Over the last few articles, I have discussed the new Government’s plan to enter the ‘era of innovation’. The most significant to MarketLend and many other financial technology companies offering fintech solutions was the amendments made to crowd-sourced equity funding. By decreasing compliance costs and barriers to entry, the Government has made CSEF a viable means for smaller public companies to raise capital.  This is a great way for many established start-up’s to raise more equity, however, for our ‘innovation era’ to be sustainable, we need a method to consistently originate new start-ups. 

The Government’s first step towards incentivizing start-ups is the tax reform. Personally, I believe this is a great method of attracting angel investors. The tax incentive will be a 20% non-refundable tax offset on investment capped at $200,00 per investor, per year, and a 10 year capital gains tax exemption for investments held for three years.  This is a great step in the right direction, but what really creates an ‘era of innovation’?

To first analyse this, I’ve decided to look at one of the most successful start-ups ecosystems in the world: Silicon Valley. The Valley’s prosperity and success was based on several factors: state of the art Universities with great funding, a large amount of venture capital, and a consistent amount of Government spending within the area. Silicon Valley had an enormous competitive advantage for start-ups than almost any area in the world. Great minds, plentiful and willing angel investors, and Government expenditure attracted start-ups to utilise the new research developed across America. 

I am not advocating for Australia to replicate Silicon Valley, rather, I am advocating for Australia to continue to develop a competitive advantage for investment and innovation. Moving to the United States or Europe should never be a pre-requisite for a successful Australian start-up. We should look inwards to develop a competitive advantage. Consistent investment in education and technology are key staples to developing a similar environment to Silicon Valley. 

Australia is a resource based economy; the majority of our exports are resources. We’ve enjoyed a high standard of living, and an extremely powerful economy proportionate to our population. China’s high demand for resources has allowed us to have a very cruisy ride through the GFC but our ride might begin to have some bumps.

An important but scarcely used statistic is economic complexity. Economic complexity is the measure of production characteristics, essentially demonstrating how complex and versatile our exports are. Counties with a high-level of economic complexity are not immune to recession or lulls in the economy but they are not entirely pinned to the success of a few countries. Australia ranks 71st in economic complexity, ranking as one of the lowest OECD countries in this list. We need to change. Fast. 

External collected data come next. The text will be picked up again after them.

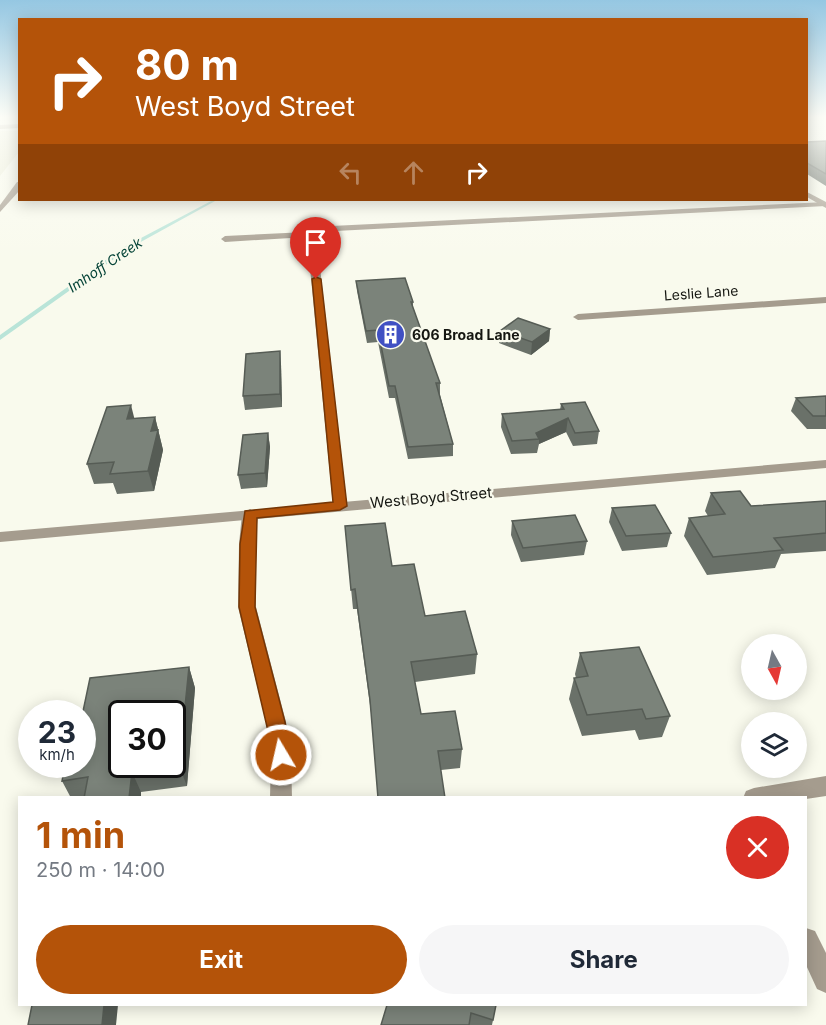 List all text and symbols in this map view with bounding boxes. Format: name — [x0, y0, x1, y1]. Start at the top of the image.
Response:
text: 80 m — [135, 39, 239, 90]
icon: right — [36, 42, 114, 120]
text: West Boyd Street — [135, 90, 355, 123]
icon: left — [334, 156, 367, 189]
icon: ahead — [397, 156, 430, 189]
icon: right — [460, 156, 493, 189]
pin — [290, 217, 341, 279]
icon: arrive — [299, 226, 332, 259]
water label: Imhoff Creek — [64, 233, 145, 296]
street label: Leslie Lane — [663, 281, 739, 304]
building icon: 606 Broad Lane — [375, 319, 407, 351]
place label: 606 Broad Lane — [412, 326, 520, 343]
street label: West Boyd Street — [369, 483, 493, 512]
north arrow — [741, 634, 807, 700]
map controls — [741, 634, 807, 778]
speed limit sign: 30 — [108, 700, 186, 778]
button: layers — [741, 712, 807, 778]
text: 23 — [38, 714, 76, 750]
position arrow — [249, 723, 313, 787]
text: km/h — [39, 745, 75, 764]
text: 1 min — [36, 813, 125, 857]
button: close — [726, 816, 789, 879]
text: 250 m · 14:00 — [36, 858, 165, 882]
button: Exit — [36, 925, 407, 994]
button: Share — [419, 925, 789, 994] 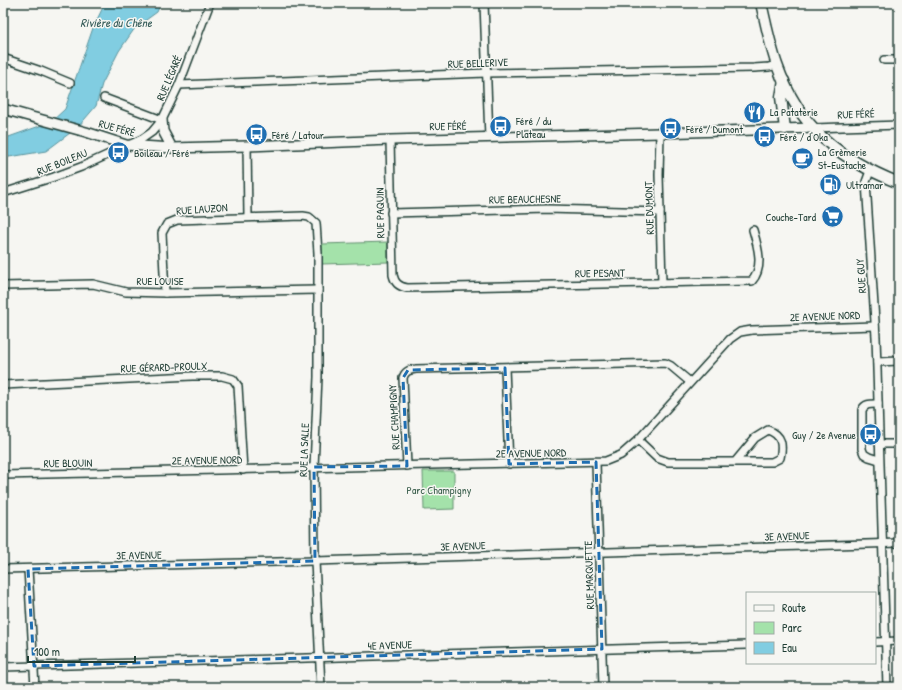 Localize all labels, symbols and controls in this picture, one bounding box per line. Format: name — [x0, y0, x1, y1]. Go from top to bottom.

Innovation is a great way to increase the diversity of our exports. We are already seeing Australian start-ups like Atlassian change the global perception of Australian start-ups, and if the Australian Government is able to efficiently respond and facilitate investment and creation, we might see an insurgence of successful Australian start-ups.  

The Turnbull Government is on the right track, but we need consistent effort put into developing a competitive advantage. The movement towards an ‘innovation era’ cannot simply be empty rhetoric or PR tool to use for an election.